Trapani ad un passo dall'esclusione dal campionato: domani vertice decisivo LBA e FIP
Domani potrebbe arrivare l’epilogo definitivo di una crisi senza precedenti. Trapani Shark è infatti a un passo dall’esclusione dal campionato di Serie A: Lega Basket e FIP hanno convocato un vertice d’urgenza per lunedì pomeriggio, chiamato a decidere sul futuro del club siciliano.
La partita disputata ieri contro Trento, giocata di fatto solo da quattro ragazzi del settore giovanile e conclusa dopo appena 4 minuti e 11 secondi per l’uscita progressiva dei giocatori a causa dei falli, rischia di rappresentare l’ultimo atto ufficiale della stagione granata. Una serata surreale che potrebbe avere conseguenze sportive irreversibili.
Sul tavolo della Federazione c’è un precedente pesantissimo: quello del 2019, quando la Mens Sana Siena venne esclusa dal campionato perché, pur presentandosi in campo, non schierò la miglior formazione possibile, configurando di fatto una seconda rinuncia ai sensi del regolamento. Un’ipotesi che ora potrebbe essere applicata anche a Trapani. Formalmente i senior Rossato, Pugliatti e Sanogo erano regolarmente a referto, ma la loro uscita immediata dal parquet, motivata da presunti malesseri, rischia di non essere sufficiente a evitare una decisione drastica.

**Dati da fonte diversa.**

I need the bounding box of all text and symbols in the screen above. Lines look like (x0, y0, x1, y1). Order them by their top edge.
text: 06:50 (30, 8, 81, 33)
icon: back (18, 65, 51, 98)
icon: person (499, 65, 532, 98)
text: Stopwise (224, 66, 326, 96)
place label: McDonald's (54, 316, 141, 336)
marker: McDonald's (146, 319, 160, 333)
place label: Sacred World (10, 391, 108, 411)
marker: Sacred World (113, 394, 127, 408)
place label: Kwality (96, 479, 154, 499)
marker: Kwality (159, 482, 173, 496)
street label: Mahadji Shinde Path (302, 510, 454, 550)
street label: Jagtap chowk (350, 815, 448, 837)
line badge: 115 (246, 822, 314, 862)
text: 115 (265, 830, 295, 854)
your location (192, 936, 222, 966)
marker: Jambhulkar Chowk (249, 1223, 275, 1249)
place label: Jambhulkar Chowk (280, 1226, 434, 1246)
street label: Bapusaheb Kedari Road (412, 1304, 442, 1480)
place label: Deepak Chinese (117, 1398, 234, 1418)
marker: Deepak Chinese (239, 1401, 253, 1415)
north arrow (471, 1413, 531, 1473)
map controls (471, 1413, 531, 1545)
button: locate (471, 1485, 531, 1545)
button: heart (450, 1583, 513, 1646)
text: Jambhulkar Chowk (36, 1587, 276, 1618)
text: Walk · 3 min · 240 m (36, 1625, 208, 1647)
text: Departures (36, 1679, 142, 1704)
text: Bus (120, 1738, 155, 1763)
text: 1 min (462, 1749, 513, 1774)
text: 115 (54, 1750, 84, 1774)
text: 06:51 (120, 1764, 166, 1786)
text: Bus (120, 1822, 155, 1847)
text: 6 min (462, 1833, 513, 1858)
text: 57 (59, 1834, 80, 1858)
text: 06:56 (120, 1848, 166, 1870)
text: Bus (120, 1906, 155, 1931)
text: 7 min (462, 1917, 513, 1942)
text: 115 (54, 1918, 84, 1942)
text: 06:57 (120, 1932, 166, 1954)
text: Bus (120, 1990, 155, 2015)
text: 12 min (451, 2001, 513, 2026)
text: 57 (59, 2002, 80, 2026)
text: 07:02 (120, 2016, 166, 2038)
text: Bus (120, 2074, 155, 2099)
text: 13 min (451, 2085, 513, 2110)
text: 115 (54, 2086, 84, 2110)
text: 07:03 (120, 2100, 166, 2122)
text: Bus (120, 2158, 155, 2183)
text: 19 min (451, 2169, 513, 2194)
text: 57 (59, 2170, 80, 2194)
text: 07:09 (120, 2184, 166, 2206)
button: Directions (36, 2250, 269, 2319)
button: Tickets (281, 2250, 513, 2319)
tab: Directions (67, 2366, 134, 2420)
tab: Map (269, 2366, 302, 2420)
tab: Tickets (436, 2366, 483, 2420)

Se questa interpretazione verrà confermata, l’esclusione dal campionato scatterà automaticamente. Tutte le partite disputate da Trapani verrebbero annullate, con un effetto immediato e profondo sulla classifica, in particolare in chiave Coppa Italia e lotta salvezza, riscrivendo di fatto l’equilibrio dell’intera Serie A.
Al presidente Valerio Antonini, che nelle ultime settimane ha provato a difendere la posizione del club attraverso una raffica di comunicati e prese di posizione pubbliche, non resterebbe che il ricorso alla giustizia ordinaria, aprendo un contenzioso destinato a protrarsi nel tempo.
Nelle prossime ore si conoscerà il verdetto. Se dovesse arrivare l’esclusione, sarà la chiusura più amara possibile di una vicenda che ha travolto non solo Trapani, ma l’intero sistema. Una storia in cui, al di là delle responsabilità, il basket italiano esce comunque sconfitto.